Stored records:

------

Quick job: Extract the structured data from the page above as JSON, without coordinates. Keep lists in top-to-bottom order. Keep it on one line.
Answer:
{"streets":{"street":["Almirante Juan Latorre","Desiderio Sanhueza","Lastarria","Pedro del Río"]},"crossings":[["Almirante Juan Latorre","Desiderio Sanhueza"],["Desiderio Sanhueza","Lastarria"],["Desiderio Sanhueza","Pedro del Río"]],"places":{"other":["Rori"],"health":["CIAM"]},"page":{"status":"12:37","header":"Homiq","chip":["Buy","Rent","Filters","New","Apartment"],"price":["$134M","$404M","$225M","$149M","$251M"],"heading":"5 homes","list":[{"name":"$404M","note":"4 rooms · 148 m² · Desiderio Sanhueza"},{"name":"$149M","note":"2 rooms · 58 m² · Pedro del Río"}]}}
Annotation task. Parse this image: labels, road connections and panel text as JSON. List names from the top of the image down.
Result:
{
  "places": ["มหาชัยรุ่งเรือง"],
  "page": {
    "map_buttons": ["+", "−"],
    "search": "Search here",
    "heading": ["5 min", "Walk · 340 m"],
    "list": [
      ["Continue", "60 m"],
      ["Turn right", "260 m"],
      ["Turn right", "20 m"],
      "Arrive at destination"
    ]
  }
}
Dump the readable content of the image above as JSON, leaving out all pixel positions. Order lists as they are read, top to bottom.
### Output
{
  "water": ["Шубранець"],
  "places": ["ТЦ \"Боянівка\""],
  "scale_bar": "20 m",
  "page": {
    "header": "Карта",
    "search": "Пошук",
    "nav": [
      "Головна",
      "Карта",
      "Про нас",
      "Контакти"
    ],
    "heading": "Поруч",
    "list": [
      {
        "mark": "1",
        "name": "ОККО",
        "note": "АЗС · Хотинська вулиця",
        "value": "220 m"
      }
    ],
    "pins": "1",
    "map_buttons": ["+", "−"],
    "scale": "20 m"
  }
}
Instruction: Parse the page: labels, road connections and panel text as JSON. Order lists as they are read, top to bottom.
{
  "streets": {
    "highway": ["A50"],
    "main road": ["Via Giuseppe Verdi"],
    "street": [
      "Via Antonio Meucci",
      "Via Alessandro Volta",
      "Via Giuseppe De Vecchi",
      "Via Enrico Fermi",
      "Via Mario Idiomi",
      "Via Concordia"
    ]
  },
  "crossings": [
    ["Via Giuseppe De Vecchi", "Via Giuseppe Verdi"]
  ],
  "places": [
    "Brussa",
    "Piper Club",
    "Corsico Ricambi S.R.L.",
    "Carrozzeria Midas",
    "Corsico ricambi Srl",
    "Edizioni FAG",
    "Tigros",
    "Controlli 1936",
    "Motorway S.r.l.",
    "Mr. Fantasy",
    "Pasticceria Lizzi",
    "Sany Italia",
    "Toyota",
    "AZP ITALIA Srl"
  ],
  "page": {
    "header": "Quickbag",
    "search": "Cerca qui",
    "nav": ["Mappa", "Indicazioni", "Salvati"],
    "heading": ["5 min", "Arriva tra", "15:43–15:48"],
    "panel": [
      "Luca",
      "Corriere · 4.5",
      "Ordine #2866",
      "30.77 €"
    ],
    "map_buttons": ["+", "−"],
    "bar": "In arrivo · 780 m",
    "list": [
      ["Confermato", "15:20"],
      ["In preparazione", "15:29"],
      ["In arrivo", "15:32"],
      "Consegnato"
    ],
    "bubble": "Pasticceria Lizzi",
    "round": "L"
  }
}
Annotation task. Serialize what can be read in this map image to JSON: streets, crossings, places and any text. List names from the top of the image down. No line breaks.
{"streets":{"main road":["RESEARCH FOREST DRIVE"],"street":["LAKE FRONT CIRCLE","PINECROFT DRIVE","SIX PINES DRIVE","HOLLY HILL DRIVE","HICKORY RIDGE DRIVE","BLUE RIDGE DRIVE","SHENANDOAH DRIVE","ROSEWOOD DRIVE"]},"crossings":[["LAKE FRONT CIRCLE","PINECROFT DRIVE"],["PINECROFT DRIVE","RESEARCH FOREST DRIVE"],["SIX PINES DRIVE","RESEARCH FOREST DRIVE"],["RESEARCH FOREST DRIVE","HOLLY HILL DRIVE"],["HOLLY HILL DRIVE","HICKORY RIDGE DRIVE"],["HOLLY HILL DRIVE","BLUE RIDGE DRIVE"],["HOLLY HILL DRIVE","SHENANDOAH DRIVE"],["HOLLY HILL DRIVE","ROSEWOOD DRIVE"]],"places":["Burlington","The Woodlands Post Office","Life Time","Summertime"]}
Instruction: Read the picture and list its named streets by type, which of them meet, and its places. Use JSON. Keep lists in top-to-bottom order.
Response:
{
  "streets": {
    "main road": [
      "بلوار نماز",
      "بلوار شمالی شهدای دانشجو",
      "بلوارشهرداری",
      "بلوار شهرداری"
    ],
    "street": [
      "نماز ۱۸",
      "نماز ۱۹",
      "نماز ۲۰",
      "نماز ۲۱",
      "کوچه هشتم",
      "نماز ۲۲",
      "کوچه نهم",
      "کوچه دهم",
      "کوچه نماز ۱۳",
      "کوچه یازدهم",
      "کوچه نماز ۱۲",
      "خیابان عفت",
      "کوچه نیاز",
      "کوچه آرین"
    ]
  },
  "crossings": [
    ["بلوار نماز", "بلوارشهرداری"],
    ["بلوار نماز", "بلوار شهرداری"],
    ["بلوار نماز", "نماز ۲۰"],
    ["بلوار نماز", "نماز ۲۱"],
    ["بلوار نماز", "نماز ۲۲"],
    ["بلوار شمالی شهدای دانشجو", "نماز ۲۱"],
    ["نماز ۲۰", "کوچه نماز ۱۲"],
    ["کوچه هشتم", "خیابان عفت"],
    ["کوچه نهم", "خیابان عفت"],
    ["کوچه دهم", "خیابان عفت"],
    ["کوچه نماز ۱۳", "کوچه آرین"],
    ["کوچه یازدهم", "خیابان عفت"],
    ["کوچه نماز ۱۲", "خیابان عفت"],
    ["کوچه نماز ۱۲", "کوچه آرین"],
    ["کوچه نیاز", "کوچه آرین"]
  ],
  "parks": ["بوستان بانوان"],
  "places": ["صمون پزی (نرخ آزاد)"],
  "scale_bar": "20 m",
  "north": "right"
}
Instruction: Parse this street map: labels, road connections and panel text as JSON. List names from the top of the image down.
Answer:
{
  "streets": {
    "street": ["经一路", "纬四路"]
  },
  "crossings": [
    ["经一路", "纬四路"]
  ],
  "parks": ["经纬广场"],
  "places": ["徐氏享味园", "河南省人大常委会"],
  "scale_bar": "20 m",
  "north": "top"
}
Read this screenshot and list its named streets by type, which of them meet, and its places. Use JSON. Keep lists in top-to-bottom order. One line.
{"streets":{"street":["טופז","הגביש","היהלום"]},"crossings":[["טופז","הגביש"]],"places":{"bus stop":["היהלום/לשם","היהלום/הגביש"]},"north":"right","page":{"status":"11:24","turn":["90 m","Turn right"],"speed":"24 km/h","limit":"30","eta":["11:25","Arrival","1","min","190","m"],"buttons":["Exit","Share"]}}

------

* [Exercise instructions] The reply should restate the records above in full, character for character.

* [Exercise solution]
Quick job: Extract the structured data from the page above as JSON, without coordinates. Keep lists in top-to-bottom order. Keep it on one line.
Answer:
{"streets":{"street":["Almirante Juan Latorre","Desiderio Sanhueza","Lastarria","Pedro del Río"]},"crossings":[["Almirante Juan Latorre","Desiderio Sanhueza"],["Desiderio Sanhueza","Lastarria"],["Desiderio Sanhueza","Pedro del Río"]],"places":{"other":["Rori"],"health":["CIAM"]},"page":{"status":"12:37","header":"Homiq","chip":["Buy","Rent","Filters","New","Apartment"],"price":["$134M","$404M","$225M","$149M","$251M"],"heading":"5 homes","list":[{"name":"$404M","note":"4 rooms · 148 m² · Desiderio Sanhueza"},{"name":"$149M","note":"2 rooms · 58 m² · Pedro del Río"}]}}
Annotation task. Parse this image: labels, road connections and panel text as JSON. List names from the top of the image down.
Result:
{
  "places": ["มหาชัยรุ่งเรือง"],
  "page": {
    "map_buttons": ["+", "−"],
    "search": "Search here",
    "heading": ["5 min", "Walk · 340 m"],
    "list": [
      ["Continue", "60 m"],
      ["Turn right", "260 m"],
      ["Turn right", "20 m"],
      "Arrive at destination"
    ]
  }
}
Dump the readable content of the image above as JSON, leaving out all pixel positions. Order lists as they are read, top to bottom.
### Output
{
  "water": ["Шубранець"],
  "places": ["ТЦ \"Боянівка\""],
  "scale_bar": "20 m",
  "page": {
    "header": "Карта",
    "search": "Пошук",
    "nav": [
      "Головна",
      "Карта",
      "Про нас",
      "Контакти"
    ],
    "heading": "Поруч",
    "list": [
      {
        "mark": "1",
        "name": "ОККО",
        "note": "АЗС · Хотинська вулиця",
        "value": "220 m"
      }
    ],
    "pins": "1",
    "map_buttons": ["+", "−"],
    "scale": "20 m"
  }
}
Instruction: Parse the page: labels, road connections and panel text as JSON. Order lists as they are read, top to bottom.
{
  "streets": {
    "highway": ["A50"],
    "main road": ["Via Giuseppe Verdi"],
    "street": [
      "Via Antonio Meucci",
      "Via Alessandro Volta",
      "Via Giuseppe De Vecchi",
      "Via Enrico Fermi",
      "Via Mario Idiomi",
      "Via Concordia"
    ]
  },
  "crossings": [
    ["Via Giuseppe De Vecchi", "Via Giuseppe Verdi"]
  ],
  "places": [
    "Brussa",
    "Piper Club",
    "Corsico Ricambi S.R.L.",
    "Carrozzeria Midas",
    "Corsico ricambi Srl",
    "Edizioni FAG",
    "Tigros",
    "Controlli 1936",
    "Motorway S.r.l.",
    "Mr. Fantasy",
    "Pasticceria Lizzi",
    "Sany Italia",
    "Toyota",
    "AZP ITALIA Srl"
  ],
  "page": {
    "header": "Quickbag",
    "search": "Cerca qui",
    "nav": ["Mappa", "Indicazioni", "Salvati"],
    "heading": ["5 min", "Arriva tra", "15:43–15:48"],
    "panel": [
      "Luca",
      "Corriere · 4.5",
      "Ordine #2866",
      "30.77 €"
    ],
    "map_buttons": ["+", "−"],
    "bar": "In arrivo · 780 m",
    "list": [
      ["Confermato", "15:20"],
      ["In preparazione", "15:29"],
      ["In arrivo", "15:32"],
      "Consegnato"
    ],
    "bubble": "Pasticceria Lizzi",
    "round": "L"
  }
}
Annotation task. Serialize what can be read in this map image to JSON: streets, crossings, places and any text. List names from the top of the image down. No line breaks.
{"streets":{"main road":["RESEARCH FOREST DRIVE"],"street":["LAKE FRONT CIRCLE","PINECROFT DRIVE","SIX PINES DRIVE","HOLLY HILL DRIVE","HICKORY RIDGE DRIVE","BLUE RIDGE DRIVE","SHENANDOAH DRIVE","ROSEWOOD DRIVE"]},"crossings":[["LAKE FRONT CIRCLE","PINECROFT DRIVE"],["PINECROFT DRIVE","RESEARCH FOREST DRIVE"],["SIX PINES DRIVE","RESEARCH FOREST DRIVE"],["RESEARCH FOREST DRIVE","HOLLY HILL DRIVE"],["HOLLY HILL DRIVE","HICKORY RIDGE DRIVE"],["HOLLY HILL DRIVE","BLUE RIDGE DRIVE"],["HOLLY HILL DRIVE","SHENANDOAH DRIVE"],["HOLLY HILL DRIVE","ROSEWOOD DRIVE"]],"places":["Burlington","The Woodlands Post Office","Life Time","Summertime"]}
Instruction: Read the picture and list its named streets by type, which of them meet, and its places. Use JSON. Keep lists in top-to-bottom order.
Response:
{
  "streets": {
    "main road": [
      "بلوار نماز",
      "بلوار شمالی شهدای دانشجو",
      "بلوارشهرداری",
      "بلوار شهرداری"
    ],
    "street": [
      "نماز ۱۸",
      "نماز ۱۹",
      "نماز ۲۰",
      "نماز ۲۱",
      "کوچه هشتم",
      "نماز ۲۲",
      "کوچه نهم",
      "کوچه دهم",
      "کوچه نماز ۱۳",
      "کوچه یازدهم",
      "کوچه نماز ۱۲",
      "خیابان عفت",
      "کوچه نیاز",
      "کوچه آرین"
    ]
  },
  "crossings": [
    ["بلوار نماز", "بلوارشهرداری"],
    ["بلوار نماز", "بلوار شهرداری"],
    ["بلوار نماز", "نماز ۲۰"],
    ["بلوار نماز", "نماز ۲۱"],
    ["بلوار نماز", "نماز ۲۲"],
    ["بلوار شمالی شهدای دانشجو", "نماز ۲۱"],
    ["نماز ۲۰", "کوچه نماز ۱۲"],
    ["کوچه هشتم", "خیابان عفت"],
    ["کوچه نهم", "خیابان عفت"],
    ["کوچه دهم", "خیابان عفت"],
    ["کوچه نماز ۱۳", "کوچه آرین"],
    ["کوچه یازدهم", "خیابان عفت"],
    ["کوچه نماز ۱۲", "خیابان عفت"],
    ["کوچه نماز ۱۲", "کوچه آرین"],
    ["کوچه نیاز", "کوچه آرین"]
  ],
  "parks": ["بوستان بانوان"],
  "places": ["صمون پزی (نرخ آزاد)"],
  "scale_bar": "20 m",
  "north": "right"
}
Instruction: Parse this street map: labels, road connections and panel text as JSON. List names from the top of the image down.
Answer:
{
  "streets": {
    "street": ["经一路", "纬四路"]
  },
  "crossings": [
    ["经一路", "纬四路"]
  ],
  "parks": ["经纬广场"],
  "places": ["徐氏享味园", "河南省人大常委会"],
  "scale_bar": "20 m",
  "north": "top"
}
Read this screenshot and list its named streets by type, which of them meet, and its places. Use JSON. Keep lists in top-to-bottom order. One line.
{"streets":{"street":["טופז","הגביש","היהלום"]},"crossings":[["טופז","הגביש"]],"places":{"bus stop":["היהלום/לשם","היהלום/הגביש"]},"north":"right","page":{"status":"11:24","turn":["90 m","Turn right"],"speed":"24 km/h","limit":"30","eta":["11:25","Arrival","1","min","190","m"],"buttons":["Exit","Share"]}}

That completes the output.